By Nadine Araksi, Toronto-based Story Coach
Like many of you, I spent a good chunk of February watching the hit Shondaland show, Inventing Anna, on Netflix. Based on an article that was circulating wildly through my incredulous friends a few years ago, the story centres on Anna Delvey, a mysterious, uber-confident woman who took New York by storm and credit card, making everyone she encountered believe she was someone she is not.
I was obsessed. (I wish I could do this entire newsletter in my recently perfected Anna Delvey impersonation.)
In coaching, we often say, “Act as if.” Act as if you’re already the person who has that life. Act as if you’re already the person who has the successful business or the dream romantic partnership. The secret that swindlers know is that’s exactly how you get what you want. Anna Sorokin (her actual name) took that to a level that I’ve previously only seen in men like Donald Trump.
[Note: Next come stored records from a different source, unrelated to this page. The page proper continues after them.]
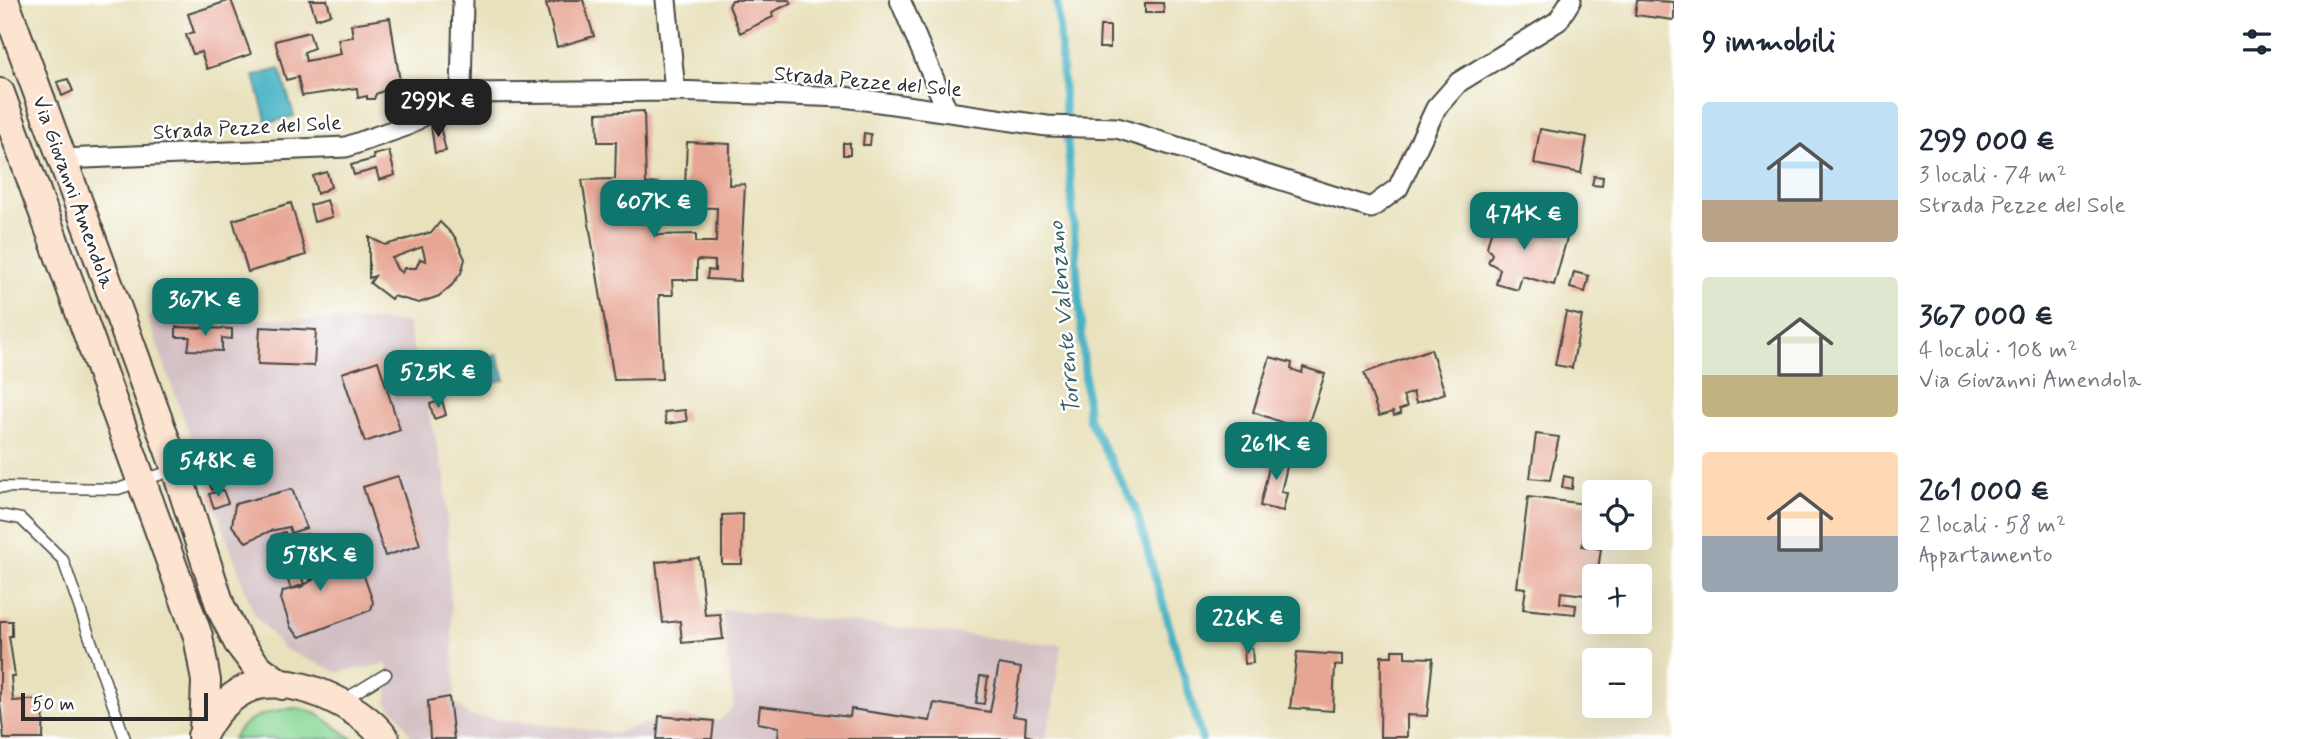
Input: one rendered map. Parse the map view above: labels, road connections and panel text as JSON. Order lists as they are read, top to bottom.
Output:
{
  "streets": {
    "main road": ["Via Giovanni Amendola"],
    "street": ["Strada Pezze del Sole"]
  },
  "crossings": [
    ["Strada Pezze del Sole", "Via Giovanni Amendola"]
  ],
  "water": ["Torrente Valenzano"],
  "scale_bar": "50 m",
  "page": {
    "heading": "9 immobili",
    "price": [
      "299K €",
      "607K €",
      "474K €",
      "367K €",
      "525K €",
      "261K €",
      "548K €",
      "578K €",
      "226K €"
    ],
    "list": [
      {
        "name": "299 000 €",
        "note": "3 locali · 74 m² · Strada Pezze del Sole"
      },
      {
        "name": "367 000 €",
        "note": "4 locali · 108 m² · Via Giovanni Amendola"
      },
      {
        "name": "261 000 €",
        "note": "2 locali · 58 m² · Appartamento"
      }
    ],
    "map_buttons": ["+", "−"],
    "scale": "50 m"
  }
}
It’s “fake it ’til you make it” to the extreme. I’m not suggesting criminal activity, but what would you do differently if you believed that you were already that ideal version of yourself?
The series does involve a lot of hotel sets, and as someone who REALLY loves a robe, I started to wonder if I was due for a night in a king-size. I felt exhausted from the emotional labour of raising teens, a decrease in social connection due to the Omicron wave and winter in general. Oh, and that nightly hour or so of pre-bedtime scrolling I tend to do that clips into my desired healthy sleep schedule, which goes kinda like this:
> Finally! Time to myself!
> Scroll/stream/both at once
> Just one more
> Why am I still up…
> Can’t shut my brain off
> Wake up exhausted
> Lots of coffee
> Use exhaustion as an excuse for why I didn’t exercise/meditate/finish that thing/work on my book/etc.
Sound familiar? (More on Procrastination here)
I needed to get some rest and a new perspective. A night in a hotel seemed like the magic pill that would rescue my fatigue situation. And while I don’t have any sort of trust fund (real or imagined), I booked a really nice room to recalibrate (OK there was some fake German heiress entitlement there). Surely it was my family’s fault I haven’t been sleeping well! Wouldn’t Ideal Me feel no guilt about throwing down her credit card for some luxuriation time?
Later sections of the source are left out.